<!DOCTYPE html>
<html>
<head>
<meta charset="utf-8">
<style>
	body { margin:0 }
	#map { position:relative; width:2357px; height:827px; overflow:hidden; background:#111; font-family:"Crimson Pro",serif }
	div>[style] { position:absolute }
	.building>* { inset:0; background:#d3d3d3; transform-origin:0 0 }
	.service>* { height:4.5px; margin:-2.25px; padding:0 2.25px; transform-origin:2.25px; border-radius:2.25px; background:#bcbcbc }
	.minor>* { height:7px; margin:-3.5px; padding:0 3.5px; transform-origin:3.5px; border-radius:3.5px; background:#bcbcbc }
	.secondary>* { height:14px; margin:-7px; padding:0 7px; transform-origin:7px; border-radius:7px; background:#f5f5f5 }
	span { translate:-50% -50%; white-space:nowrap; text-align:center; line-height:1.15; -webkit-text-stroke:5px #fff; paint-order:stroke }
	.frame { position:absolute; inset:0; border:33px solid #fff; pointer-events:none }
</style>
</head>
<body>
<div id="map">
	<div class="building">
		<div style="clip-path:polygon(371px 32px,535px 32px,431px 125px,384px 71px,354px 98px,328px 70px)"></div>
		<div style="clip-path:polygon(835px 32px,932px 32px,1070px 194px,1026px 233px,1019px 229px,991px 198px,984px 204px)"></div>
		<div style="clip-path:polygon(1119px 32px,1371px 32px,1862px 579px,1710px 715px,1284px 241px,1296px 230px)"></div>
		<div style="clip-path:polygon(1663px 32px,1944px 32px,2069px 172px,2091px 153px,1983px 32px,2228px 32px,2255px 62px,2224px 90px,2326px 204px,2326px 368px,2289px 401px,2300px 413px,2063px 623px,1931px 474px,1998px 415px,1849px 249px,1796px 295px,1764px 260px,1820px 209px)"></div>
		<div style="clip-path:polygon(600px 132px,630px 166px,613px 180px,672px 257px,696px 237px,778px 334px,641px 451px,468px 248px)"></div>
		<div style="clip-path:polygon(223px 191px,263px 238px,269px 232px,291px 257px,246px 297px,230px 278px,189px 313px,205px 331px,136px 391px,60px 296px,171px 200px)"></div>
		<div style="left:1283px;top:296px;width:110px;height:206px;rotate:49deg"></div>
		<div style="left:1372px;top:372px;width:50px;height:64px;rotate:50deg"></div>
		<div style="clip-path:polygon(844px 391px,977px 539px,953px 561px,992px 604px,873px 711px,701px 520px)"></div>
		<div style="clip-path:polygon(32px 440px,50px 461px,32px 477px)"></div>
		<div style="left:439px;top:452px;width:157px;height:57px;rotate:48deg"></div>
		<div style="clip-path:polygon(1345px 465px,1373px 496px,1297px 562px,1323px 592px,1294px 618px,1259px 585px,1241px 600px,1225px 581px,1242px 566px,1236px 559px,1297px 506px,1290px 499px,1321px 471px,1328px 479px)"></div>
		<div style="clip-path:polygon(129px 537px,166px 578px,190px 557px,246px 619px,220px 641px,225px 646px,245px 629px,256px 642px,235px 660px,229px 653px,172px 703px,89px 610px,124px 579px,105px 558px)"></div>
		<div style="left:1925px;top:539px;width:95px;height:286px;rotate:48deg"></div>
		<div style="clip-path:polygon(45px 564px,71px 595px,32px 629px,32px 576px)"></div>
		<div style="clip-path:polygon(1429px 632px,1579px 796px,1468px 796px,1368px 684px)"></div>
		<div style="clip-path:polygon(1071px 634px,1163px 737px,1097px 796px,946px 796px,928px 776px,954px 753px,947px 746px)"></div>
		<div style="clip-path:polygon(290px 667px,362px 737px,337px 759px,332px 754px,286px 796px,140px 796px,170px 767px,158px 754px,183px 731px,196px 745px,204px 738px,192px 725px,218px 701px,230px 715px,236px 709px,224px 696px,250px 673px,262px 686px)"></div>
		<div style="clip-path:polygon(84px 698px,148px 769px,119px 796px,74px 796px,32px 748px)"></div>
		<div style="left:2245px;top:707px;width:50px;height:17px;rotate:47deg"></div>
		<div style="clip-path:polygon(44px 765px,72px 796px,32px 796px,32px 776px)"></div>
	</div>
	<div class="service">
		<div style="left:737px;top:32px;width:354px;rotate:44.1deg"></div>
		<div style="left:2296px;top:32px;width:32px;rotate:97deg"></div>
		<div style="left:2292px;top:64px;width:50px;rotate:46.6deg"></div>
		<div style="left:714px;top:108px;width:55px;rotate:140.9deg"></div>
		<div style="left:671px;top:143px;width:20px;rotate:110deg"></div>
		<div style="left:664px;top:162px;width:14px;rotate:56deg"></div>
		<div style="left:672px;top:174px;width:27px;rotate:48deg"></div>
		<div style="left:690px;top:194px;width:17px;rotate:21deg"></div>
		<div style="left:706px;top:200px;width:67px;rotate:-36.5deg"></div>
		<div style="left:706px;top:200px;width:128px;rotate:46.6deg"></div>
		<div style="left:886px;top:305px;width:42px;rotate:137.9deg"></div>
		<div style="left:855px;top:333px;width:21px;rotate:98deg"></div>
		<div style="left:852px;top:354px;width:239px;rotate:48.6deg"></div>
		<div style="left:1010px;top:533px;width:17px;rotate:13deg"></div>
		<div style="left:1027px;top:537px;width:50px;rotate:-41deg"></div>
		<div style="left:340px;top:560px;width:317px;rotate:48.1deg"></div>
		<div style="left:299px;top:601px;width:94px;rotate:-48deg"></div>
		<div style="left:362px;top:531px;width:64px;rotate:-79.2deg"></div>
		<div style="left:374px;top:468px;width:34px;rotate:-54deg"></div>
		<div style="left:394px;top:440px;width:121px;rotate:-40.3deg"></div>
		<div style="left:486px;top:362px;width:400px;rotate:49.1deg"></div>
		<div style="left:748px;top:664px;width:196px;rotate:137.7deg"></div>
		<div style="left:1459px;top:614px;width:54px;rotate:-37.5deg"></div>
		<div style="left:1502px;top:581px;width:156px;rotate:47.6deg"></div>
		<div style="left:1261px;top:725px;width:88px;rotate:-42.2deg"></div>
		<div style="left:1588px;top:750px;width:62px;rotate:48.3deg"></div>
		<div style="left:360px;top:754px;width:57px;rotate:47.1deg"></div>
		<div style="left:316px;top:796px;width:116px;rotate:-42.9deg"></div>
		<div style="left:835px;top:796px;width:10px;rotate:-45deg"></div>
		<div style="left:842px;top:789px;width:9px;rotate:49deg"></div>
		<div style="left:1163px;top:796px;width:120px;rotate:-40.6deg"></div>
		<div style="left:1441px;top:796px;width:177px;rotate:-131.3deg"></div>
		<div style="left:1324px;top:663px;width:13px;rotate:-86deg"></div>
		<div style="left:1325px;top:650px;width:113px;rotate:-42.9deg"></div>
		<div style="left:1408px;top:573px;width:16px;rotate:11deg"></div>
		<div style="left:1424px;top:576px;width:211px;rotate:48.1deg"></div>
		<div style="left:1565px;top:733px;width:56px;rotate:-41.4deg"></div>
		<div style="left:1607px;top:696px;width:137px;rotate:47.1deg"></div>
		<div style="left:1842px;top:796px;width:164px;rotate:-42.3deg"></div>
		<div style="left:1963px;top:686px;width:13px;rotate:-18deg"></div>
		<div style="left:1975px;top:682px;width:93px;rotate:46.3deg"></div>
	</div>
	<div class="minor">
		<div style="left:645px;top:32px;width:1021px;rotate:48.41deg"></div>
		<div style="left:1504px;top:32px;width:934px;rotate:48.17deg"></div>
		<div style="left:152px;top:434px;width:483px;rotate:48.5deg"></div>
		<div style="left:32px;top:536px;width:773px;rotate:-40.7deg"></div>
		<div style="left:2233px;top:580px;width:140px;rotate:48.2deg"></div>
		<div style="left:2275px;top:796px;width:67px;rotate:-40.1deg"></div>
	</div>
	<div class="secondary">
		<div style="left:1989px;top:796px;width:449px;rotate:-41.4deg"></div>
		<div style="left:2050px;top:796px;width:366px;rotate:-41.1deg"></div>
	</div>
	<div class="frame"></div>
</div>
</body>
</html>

————

• [WORK ORDER]: After locating the line with "position:relative; width:2357px; height:827px;" in the material above, return it and each line after it exactly, ending at the line with "height:4.5px; margin:-2.25px; padding:0".

• [RESPONSE TO THIS TASK]:
	#map { position:relative; width:2357px; height:827px; overflow:hidden; background:#111; font-family:"Crimson Pro",serif }
	div>[style] { position:absolute }
	.building>* { inset:0; background:#d3d3d3; transform-origin:0 0 }
	.service>* { height:4.5px; margin:-2.25px; padding:0 2.25px; transform-origin:2.25px; border-radius:2.25px; background:#bcbcbc }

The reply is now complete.